--- RECORDED DATA ---
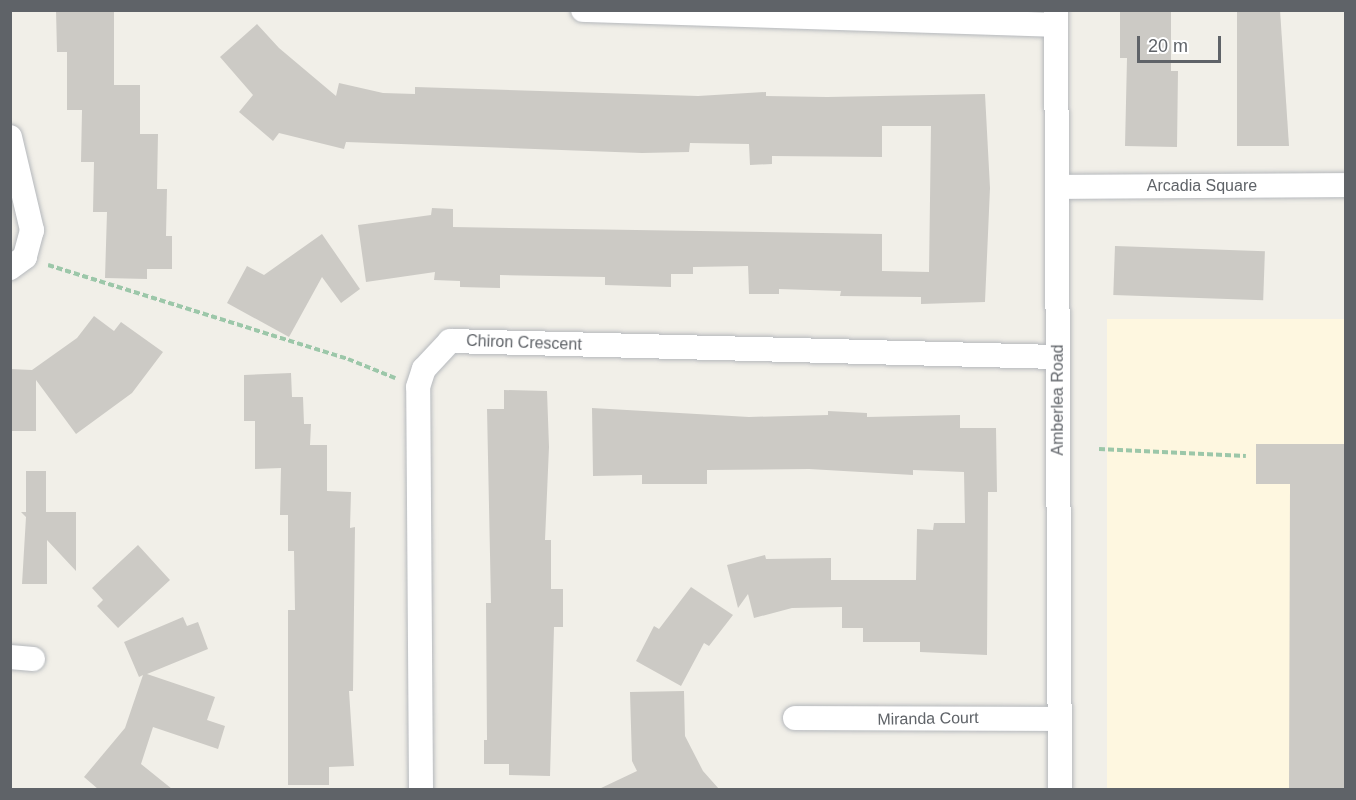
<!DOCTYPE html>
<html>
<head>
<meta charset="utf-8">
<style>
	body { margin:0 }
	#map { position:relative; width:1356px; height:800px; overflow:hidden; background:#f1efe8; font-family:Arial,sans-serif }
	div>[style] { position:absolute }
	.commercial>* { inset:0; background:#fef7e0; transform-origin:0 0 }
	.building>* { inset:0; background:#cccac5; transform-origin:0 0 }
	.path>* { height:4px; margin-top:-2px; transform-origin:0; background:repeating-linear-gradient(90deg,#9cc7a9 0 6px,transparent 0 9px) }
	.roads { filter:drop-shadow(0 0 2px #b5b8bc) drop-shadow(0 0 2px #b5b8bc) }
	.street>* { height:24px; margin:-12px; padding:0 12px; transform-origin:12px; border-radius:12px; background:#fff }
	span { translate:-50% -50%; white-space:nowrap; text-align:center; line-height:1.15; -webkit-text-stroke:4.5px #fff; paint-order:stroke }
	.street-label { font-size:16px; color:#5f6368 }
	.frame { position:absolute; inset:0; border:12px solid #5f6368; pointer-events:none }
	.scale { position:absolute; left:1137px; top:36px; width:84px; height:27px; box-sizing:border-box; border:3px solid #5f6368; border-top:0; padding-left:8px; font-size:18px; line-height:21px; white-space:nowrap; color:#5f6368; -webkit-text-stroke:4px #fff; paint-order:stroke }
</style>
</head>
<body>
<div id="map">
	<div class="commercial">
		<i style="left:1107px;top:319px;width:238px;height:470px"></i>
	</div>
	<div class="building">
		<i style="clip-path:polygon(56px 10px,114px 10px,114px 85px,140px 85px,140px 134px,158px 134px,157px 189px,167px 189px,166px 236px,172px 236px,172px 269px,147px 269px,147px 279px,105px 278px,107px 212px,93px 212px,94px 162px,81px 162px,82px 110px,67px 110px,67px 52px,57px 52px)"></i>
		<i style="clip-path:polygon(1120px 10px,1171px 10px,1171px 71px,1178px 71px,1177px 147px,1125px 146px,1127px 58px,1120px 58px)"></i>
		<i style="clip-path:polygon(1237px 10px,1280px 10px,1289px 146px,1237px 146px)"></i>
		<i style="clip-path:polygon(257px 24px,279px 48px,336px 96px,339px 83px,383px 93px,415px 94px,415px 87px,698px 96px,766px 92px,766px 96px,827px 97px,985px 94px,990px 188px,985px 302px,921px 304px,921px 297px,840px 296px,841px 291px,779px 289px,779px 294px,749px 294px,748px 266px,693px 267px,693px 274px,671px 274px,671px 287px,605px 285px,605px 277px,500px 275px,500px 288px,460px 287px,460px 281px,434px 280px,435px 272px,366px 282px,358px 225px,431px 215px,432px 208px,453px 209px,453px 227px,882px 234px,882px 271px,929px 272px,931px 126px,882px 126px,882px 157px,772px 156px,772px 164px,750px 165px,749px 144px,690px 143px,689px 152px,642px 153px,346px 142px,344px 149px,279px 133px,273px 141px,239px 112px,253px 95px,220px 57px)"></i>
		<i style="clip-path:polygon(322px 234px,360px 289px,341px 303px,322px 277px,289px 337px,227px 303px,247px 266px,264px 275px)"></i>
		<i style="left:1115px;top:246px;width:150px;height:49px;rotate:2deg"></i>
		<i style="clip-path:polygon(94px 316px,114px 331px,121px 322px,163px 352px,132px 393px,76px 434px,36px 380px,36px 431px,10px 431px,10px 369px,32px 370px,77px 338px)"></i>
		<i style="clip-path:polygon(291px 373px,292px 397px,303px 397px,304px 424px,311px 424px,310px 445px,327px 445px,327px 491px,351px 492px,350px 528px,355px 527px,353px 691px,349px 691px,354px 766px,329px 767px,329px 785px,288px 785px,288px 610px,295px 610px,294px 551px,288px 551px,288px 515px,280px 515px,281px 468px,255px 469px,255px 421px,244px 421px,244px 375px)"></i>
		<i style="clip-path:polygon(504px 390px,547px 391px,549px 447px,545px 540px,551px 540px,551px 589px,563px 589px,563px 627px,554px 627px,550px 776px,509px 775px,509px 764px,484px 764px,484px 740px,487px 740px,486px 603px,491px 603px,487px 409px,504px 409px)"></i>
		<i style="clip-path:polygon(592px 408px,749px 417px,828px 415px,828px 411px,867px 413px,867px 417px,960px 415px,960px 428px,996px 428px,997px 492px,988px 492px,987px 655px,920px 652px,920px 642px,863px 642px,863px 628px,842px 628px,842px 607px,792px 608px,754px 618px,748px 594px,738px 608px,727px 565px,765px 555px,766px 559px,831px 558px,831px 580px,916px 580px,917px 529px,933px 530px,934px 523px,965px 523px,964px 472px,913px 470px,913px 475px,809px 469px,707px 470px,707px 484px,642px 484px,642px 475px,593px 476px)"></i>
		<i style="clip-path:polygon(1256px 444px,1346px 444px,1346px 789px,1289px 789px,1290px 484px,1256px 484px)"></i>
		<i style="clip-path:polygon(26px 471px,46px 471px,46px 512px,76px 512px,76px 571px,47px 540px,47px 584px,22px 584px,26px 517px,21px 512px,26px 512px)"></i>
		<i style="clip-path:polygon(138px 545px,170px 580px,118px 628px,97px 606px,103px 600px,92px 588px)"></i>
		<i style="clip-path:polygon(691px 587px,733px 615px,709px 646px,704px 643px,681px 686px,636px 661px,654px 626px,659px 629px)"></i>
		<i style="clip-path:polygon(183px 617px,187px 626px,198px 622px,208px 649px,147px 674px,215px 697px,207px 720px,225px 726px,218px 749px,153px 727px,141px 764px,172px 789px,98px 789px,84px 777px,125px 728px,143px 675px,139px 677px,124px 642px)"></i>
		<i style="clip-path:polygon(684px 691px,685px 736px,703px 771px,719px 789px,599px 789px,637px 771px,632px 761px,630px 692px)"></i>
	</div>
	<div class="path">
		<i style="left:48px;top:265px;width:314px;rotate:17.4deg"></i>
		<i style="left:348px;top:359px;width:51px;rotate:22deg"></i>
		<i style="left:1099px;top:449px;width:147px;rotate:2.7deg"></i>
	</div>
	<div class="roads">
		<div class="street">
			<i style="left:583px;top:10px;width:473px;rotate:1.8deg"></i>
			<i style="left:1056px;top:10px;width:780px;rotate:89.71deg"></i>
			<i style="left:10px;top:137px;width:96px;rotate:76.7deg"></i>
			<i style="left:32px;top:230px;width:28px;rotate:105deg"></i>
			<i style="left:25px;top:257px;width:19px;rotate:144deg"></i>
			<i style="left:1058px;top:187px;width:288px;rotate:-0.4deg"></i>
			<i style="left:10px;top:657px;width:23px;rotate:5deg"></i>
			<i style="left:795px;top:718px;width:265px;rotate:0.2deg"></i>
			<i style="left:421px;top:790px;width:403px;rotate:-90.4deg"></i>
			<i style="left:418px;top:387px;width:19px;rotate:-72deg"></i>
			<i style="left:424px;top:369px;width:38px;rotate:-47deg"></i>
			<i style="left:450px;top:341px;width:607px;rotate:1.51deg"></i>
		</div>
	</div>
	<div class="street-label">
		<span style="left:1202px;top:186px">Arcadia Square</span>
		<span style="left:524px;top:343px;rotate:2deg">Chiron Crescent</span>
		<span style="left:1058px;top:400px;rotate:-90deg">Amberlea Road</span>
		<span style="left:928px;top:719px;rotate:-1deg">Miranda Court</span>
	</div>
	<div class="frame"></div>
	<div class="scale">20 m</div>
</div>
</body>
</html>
---
● **TASK BRIEF**: Copy nothing but the lines from the top of the material through the line holding "filter:drop-shadow(0 0 2px", exactly as written; omit pictures.

● **WORKED SOLUTION**:
<!DOCTYPE html>
<html>
<head>
<meta charset="utf-8">
<style>
	body { margin:0 }
	#map { position:relative; width:1356px; height:800px; overflow:hidden; background:#f1efe8; font-family:Arial,sans-serif }
	div>[style] { position:absolute }
	.commercial>* { inset:0; background:#fef7e0; transform-origin:0 0 }
	.building>* { inset:0; background:#cccac5; transform-origin:0 0 }
	.path>* { height:4px; margin-top:-2px; transform-origin:0; background:repeating-linear-gradient(90deg,#9cc7a9 0 6px,transparent 0 9px) }
	.roads { filter:drop-shadow(0 0 2px #b5b8bc) drop-shadow(0 0 2px #b5b8bc) }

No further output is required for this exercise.